- [Required action] Every line from the first record below down to the line that includes "const shape = rows" must be reproduced exactly; the pictures are not.

=======

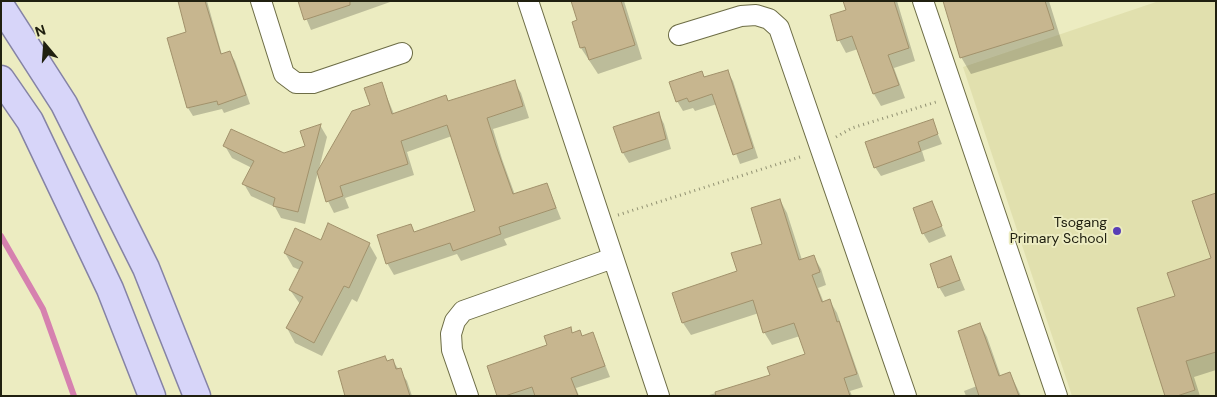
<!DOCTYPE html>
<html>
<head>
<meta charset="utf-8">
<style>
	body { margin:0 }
	#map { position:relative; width:1217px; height:397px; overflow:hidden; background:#ececc1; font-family:"DM Sans",sans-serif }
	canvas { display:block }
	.frame { position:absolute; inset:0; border:2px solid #202010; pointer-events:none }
	.north { position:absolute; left:20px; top:20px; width:50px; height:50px; -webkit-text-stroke:4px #ececc1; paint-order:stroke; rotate:342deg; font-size:14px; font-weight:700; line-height:20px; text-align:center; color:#202010 }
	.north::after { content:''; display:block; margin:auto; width:18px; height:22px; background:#202010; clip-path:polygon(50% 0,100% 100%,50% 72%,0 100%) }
</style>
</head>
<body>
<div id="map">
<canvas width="1217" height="397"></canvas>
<div class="frame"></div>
<div class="north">N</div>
</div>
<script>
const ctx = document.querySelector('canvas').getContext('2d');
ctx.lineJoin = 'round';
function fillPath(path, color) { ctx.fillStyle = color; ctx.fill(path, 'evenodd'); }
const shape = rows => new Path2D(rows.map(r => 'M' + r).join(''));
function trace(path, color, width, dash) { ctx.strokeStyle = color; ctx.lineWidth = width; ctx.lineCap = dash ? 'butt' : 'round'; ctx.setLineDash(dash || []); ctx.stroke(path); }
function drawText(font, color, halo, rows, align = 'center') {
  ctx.font = font + ' "DM Sans",sans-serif'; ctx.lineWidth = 4; ctx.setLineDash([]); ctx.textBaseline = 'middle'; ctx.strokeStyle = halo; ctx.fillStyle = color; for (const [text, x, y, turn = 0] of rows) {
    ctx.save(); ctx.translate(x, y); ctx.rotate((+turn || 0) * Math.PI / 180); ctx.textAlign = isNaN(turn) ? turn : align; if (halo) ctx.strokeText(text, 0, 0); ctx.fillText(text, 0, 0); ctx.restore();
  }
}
const built = shape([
	[1159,1,1216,1,1216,396,1072,396,963,67]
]);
const shadow = shape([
	[179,1,207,1,222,55,230,53,235,61,250,104,224,113,222,109,193,116,188,108,188,33],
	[299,1,393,1,311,30],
	[573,1,624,1,642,59,598,74,581,48,579,21],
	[845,1,897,1,915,61,894,68,905,98,881,106,874,94,858,49,846,53,839,40,848,11],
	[953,1,1049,1,1063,46,971,74,961,57],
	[727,71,733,81,758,158,740,164,717,104,695,111,693,108,683,111,677,101,702,73,705,78],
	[514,82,521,93,529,118,493,129,502,159,515,195,547,184,561,219,504,239,507,245,461,261,457,254,394,275,387,263,411,226,415,233,476,212,452,136,407,152,414,175,345,198,349,208,334,213,328,201,318,172,305,224,281,218,275,207,251,196,244,184,252,168,232,158,225,146,284,155,307,147,320,125,327,137,319,169,371,106,381,83,394,114,446,96,449,103],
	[659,114,664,124,671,149,629,163,623,153],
	[932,120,942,144,922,151,925,161,881,176,875,167],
	[1216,194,1216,370,1194,377,1200,396,1166,396,1176,297,1213,259],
	[780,200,787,213,802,260,814,257,821,269,826,285,818,288,824,303,830,301,837,313,863,387,850,391,852,396,706,396,771,376,806,355,800,336,772,345,764,332,759,313,691,335,683,323,674,294,738,272,763,244],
	[932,203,946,236,929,243,923,233],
	[321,241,369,244,377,258,357,302,352,299,322,356,295,343,287,328,300,304,290,290,300,270,293,267,285,253],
	[951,257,965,290,945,297,939,287],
	[980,324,987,337,1001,377,1010,373,1021,396,966,396,964,391,977,386],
	[570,328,573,334,579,331,583,337,593,334,610,377,576,388,579,396,499,396,548,346],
	[392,360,407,381,412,396,347,396]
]);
const stream = shape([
	[1,236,43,309,74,396]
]);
const building = shape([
	[178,1,205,1,221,54,230,51,246,95,218,105,217,101,187,108,167,38,186,32,178,1],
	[298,1,350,1,350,5,304,20,298,1],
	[571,1,621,1,635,45,589,60,585,47,580,48,572,22,577,20,571,1],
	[843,1,894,1,909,48,888,55,899,85,873,94,852,36,837,41,830,15,846,10,843,1],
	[943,1,1045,1,1054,29,960,58,943,1],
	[728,70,753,148,733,155,712,94,689,102,687,98,676,102,669,82,702,71,704,77,728,70],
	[515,80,523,106,487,118,496,146,513,194,547,183,556,208,499,227,501,234,453,251,450,243,386,264,377,235,411,224,414,232,475,211,447,125,401,141,408,164,340,186,343,196,326,202,317,172,352,111,370,105,364,88,382,82,392,114,446,95,448,101,515,80],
	[659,112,666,139,622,153,613,127,659,112],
	[933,119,938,134,918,142,921,151,874,168,865,142,933,119],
	[321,124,298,212,273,206,275,198,242,184,254,161,223,146,231,129,284,153,305,146,300,131,321,124],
	[1216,193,1216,352,1186,361,1195,390,1177,396,1165,396,1137,308,1175,296,1167,273,1211,258,1192,201,1216,193],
	[780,199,799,260,814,255,820,272,812,275,822,302,830,299,837,322,839,321,857,374,844,378,850,396,716,396,715,392,770,375,767,367,805,354,794,323,763,333,753,300,682,323,672,293,737,271,731,253,762,244,751,208,780,199],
	[932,201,942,226,922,234,913,208,932,201],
	[328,223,370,243,349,288,344,286,314,343,286,328,303,297,289,290,303,262,284,253,295,228,321,240,328,223],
	[951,256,960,280,938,288,930,264,951,256],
	[980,323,999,376,1010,372,1019,396,979,396,958,331,980,323],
	[571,327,572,333,580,330,582,336,593,332,605,366,571,378,578,396,535,396,532,387,505,396,497,396,487,366,547,345,544,336,571,327],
	[385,356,387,361,393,359,396,369,401,368,410,396,345,396,338,371,385,356]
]);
const path = shape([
	[836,137,852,128,936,102],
	[618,215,803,156]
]);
const minor = shape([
	[261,1,284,74,296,83,313,83,402,53],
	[528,1,659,396],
	[923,1,1057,396],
	[679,35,741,16,756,15,769,19,779,28,906,396],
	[468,396,452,350,451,334,455,321,463,311,613,258]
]);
const major = shape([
	[1,6,64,104,146,268,197,396],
	[1,79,30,121,110,289,152,396]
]);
const markers = [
	[1117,231,5,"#583eb6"]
];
const poiNames = [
	["Tsogang",1107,223],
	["Primary School",1107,239]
];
fillPath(built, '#e1e0ae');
fillPath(shadow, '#0003');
trace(stream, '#d681af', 6);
fillPath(building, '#c7b68f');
trace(building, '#a1916b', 1);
trace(minor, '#6d6d46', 22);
trace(major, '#8583a5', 29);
trace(path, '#919172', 3, [1, 4]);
trace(minor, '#fff', 20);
trace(major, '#d7d5f9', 26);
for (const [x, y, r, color] of markers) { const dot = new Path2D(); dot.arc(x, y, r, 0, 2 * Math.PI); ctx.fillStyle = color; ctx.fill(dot); trace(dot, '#ececc1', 2); }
drawText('14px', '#202010', '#ececc1', poiNames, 'right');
</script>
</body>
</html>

=======

- [Output of the exercise]
<!DOCTYPE html>
<html>
<head>
<meta charset="utf-8">
<style>
	body { margin:0 }
	#map { position:relative; width:1217px; height:397px; overflow:hidden; background:#ececc1; font-family:"DM Sans",sans-serif }
	canvas { display:block }
	.frame { position:absolute; inset:0; border:2px solid #202010; pointer-events:none }
	.north { position:absolute; left:20px; top:20px; width:50px; height:50px; -webkit-text-stroke:4px #ececc1; paint-order:stroke; rotate:342deg; font-size:14px; font-weight:700; line-height:20px; text-align:center; color:#202010 }
	.north::after { content:''; display:block; margin:auto; width:18px; height:22px; background:#202010; clip-path:polygon(50% 0,100% 100%,50% 72%,0 100%) }
</style>
</head>
<body>
<div id="map">
<canvas width="1217" height="397"></canvas>
<div class="frame"></div>
<div class="north">N</div>
</div>
<script>
const ctx = document.querySelector('canvas').getContext('2d');
ctx.lineJoin = 'round';
function fillPath(path, color) { ctx.fillStyle = color; ctx.fill(path, 'evenodd'); }
const shape = rows => new Path2D(rows.map(r => 'M' + r).join(''));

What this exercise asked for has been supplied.